[Start of section]

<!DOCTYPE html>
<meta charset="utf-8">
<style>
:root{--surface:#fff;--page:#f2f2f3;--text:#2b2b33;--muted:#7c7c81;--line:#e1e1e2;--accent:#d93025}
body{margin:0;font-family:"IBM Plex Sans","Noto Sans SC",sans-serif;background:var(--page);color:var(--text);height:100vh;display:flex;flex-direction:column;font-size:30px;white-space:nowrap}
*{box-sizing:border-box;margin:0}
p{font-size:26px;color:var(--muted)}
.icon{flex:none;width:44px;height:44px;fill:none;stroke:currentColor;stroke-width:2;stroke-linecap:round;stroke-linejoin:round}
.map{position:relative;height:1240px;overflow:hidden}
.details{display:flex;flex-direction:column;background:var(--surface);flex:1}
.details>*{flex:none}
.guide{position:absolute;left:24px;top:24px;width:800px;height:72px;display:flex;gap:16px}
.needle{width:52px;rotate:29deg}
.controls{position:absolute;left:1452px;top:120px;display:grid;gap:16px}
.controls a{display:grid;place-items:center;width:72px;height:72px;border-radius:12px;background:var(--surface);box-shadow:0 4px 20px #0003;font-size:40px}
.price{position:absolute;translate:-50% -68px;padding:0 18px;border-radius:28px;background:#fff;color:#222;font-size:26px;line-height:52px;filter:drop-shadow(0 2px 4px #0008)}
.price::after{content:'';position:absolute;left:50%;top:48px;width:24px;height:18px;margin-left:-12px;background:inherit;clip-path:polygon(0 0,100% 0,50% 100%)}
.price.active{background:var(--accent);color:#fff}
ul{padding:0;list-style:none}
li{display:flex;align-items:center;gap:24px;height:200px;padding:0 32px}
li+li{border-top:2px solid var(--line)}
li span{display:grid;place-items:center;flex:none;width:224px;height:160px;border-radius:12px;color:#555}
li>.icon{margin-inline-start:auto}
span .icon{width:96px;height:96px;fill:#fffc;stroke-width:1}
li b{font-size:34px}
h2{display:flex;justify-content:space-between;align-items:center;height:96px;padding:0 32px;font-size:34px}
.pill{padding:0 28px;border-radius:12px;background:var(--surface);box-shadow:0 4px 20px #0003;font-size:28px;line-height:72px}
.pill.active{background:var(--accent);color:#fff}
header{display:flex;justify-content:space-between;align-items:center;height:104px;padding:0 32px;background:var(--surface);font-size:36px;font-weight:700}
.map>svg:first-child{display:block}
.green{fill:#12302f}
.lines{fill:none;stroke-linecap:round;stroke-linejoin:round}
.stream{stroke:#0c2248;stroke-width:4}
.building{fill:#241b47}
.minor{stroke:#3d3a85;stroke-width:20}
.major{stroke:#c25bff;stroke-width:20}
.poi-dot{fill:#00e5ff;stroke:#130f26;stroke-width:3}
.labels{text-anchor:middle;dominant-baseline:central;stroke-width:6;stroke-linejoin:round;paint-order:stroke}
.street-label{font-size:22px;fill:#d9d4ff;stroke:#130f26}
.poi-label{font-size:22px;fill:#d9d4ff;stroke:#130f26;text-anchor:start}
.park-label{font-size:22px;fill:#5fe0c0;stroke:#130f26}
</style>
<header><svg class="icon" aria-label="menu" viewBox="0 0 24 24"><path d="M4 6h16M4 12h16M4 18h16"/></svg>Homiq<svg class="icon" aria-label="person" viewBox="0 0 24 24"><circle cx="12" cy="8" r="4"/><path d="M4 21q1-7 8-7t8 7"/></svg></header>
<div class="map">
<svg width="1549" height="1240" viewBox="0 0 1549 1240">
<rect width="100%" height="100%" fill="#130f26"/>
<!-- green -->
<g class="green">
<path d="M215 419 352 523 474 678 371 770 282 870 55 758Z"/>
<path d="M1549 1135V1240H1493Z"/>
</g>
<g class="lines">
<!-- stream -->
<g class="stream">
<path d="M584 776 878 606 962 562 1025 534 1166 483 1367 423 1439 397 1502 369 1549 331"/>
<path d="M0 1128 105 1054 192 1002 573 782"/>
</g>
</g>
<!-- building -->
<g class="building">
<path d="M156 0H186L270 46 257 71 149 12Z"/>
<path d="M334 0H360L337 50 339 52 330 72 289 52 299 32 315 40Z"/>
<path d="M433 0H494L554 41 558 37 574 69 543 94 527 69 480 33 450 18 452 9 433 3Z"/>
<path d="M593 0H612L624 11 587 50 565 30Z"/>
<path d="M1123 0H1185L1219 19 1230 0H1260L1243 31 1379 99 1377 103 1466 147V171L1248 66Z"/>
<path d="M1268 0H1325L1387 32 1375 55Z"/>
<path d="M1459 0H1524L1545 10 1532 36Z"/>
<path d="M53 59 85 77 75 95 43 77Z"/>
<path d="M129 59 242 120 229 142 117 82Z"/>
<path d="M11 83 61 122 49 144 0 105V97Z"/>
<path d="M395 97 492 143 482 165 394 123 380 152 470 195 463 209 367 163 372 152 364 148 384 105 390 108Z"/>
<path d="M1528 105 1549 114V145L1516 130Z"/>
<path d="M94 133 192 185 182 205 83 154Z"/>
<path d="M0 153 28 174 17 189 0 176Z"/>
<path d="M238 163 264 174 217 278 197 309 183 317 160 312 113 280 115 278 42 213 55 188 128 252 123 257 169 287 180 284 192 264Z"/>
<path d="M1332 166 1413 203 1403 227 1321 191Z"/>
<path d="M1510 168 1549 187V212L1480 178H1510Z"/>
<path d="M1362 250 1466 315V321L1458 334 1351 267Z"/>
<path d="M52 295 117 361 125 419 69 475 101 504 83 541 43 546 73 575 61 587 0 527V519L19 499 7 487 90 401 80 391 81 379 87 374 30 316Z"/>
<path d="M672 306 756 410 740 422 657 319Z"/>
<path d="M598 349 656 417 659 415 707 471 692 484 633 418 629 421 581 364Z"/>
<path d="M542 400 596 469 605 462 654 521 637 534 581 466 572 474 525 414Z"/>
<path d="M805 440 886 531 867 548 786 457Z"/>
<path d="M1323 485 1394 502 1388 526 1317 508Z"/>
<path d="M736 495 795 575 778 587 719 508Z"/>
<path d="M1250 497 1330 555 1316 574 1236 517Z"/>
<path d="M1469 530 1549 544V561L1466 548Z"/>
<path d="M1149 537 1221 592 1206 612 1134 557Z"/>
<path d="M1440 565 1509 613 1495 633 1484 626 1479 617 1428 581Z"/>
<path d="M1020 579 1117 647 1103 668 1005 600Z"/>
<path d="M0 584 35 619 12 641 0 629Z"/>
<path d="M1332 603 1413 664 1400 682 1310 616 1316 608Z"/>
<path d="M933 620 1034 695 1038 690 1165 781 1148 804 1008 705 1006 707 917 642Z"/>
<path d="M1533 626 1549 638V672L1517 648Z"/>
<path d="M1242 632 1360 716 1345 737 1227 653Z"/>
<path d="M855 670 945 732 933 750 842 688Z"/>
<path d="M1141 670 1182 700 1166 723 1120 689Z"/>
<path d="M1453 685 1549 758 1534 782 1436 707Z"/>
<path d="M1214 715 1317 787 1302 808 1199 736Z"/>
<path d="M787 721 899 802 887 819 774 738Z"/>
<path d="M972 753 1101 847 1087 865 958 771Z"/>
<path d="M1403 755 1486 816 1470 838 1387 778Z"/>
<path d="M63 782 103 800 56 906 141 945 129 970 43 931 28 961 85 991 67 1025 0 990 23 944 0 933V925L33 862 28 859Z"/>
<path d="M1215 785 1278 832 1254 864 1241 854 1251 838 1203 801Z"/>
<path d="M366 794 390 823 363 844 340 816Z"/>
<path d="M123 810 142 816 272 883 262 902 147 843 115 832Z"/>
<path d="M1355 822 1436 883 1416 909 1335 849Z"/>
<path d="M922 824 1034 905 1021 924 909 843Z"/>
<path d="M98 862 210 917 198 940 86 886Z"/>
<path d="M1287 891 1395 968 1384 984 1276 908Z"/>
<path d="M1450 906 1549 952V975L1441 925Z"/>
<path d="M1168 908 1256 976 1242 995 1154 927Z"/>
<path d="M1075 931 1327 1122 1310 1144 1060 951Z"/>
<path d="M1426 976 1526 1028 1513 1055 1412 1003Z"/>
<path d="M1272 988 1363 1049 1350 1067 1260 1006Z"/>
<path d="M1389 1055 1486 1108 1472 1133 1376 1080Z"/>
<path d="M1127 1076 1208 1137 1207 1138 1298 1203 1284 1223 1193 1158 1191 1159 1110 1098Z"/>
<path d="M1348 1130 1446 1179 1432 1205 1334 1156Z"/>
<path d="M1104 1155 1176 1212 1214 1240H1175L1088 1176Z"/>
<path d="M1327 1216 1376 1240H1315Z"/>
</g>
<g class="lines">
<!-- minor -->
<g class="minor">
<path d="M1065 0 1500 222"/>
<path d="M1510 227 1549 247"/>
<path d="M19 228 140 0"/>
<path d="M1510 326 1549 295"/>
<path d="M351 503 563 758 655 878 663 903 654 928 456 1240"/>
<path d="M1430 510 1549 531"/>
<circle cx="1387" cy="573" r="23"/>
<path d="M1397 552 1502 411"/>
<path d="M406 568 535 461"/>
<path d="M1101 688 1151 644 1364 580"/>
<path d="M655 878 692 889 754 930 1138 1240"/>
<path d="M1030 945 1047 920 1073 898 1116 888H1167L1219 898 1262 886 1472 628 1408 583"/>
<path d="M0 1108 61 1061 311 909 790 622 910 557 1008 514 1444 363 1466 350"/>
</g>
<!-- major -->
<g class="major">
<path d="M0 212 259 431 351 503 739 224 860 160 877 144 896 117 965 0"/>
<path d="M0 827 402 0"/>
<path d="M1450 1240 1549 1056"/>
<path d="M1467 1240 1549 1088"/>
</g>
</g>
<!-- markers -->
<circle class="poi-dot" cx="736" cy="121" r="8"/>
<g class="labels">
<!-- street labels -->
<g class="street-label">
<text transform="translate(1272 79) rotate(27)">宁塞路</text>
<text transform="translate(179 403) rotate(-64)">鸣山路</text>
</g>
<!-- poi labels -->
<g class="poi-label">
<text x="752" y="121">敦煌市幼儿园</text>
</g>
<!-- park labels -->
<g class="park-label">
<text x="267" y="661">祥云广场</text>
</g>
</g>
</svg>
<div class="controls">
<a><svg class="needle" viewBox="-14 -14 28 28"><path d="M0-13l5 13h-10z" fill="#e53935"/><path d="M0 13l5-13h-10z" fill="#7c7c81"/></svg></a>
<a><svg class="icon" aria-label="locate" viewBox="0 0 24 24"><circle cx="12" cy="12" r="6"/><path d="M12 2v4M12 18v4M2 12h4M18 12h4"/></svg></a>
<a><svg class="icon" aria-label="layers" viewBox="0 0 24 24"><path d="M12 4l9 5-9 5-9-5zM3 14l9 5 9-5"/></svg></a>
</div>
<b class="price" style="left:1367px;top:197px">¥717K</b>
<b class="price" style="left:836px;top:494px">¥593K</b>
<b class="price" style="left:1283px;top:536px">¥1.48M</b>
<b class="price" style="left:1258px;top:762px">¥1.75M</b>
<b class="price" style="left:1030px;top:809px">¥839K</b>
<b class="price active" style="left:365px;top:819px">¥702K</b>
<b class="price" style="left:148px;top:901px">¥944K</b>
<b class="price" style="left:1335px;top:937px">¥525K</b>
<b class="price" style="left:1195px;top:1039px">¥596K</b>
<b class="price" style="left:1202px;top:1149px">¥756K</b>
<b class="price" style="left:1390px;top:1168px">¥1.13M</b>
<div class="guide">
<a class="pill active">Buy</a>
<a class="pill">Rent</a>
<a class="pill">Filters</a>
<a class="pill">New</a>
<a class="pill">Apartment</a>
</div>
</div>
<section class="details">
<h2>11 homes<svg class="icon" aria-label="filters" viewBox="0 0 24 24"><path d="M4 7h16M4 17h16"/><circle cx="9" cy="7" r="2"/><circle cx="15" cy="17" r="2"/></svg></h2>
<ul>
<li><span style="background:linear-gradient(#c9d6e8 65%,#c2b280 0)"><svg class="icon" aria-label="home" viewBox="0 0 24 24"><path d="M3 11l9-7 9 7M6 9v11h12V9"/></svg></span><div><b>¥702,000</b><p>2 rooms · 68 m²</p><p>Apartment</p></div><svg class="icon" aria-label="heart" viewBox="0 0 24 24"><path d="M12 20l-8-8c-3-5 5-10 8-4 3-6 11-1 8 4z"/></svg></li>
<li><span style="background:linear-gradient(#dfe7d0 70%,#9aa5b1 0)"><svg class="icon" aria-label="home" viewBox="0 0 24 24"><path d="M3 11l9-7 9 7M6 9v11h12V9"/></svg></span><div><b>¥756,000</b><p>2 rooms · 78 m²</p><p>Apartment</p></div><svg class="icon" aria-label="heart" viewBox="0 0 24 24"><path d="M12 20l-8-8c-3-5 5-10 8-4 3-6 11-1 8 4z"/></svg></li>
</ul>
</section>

[End of section]

Where a line of the data holds the word "column", copy that line.

Task solution:
body{margin:0;font-family:"IBM Plex Sans","Noto Sans SC",sans-serif;background:var(--page);color:var(--text);height:100vh;display:flex;flex-direction:column;font-size:30px;white-space:nowrap}
.details{display:flex;flex-direction:column;background:var(--surface);flex:1}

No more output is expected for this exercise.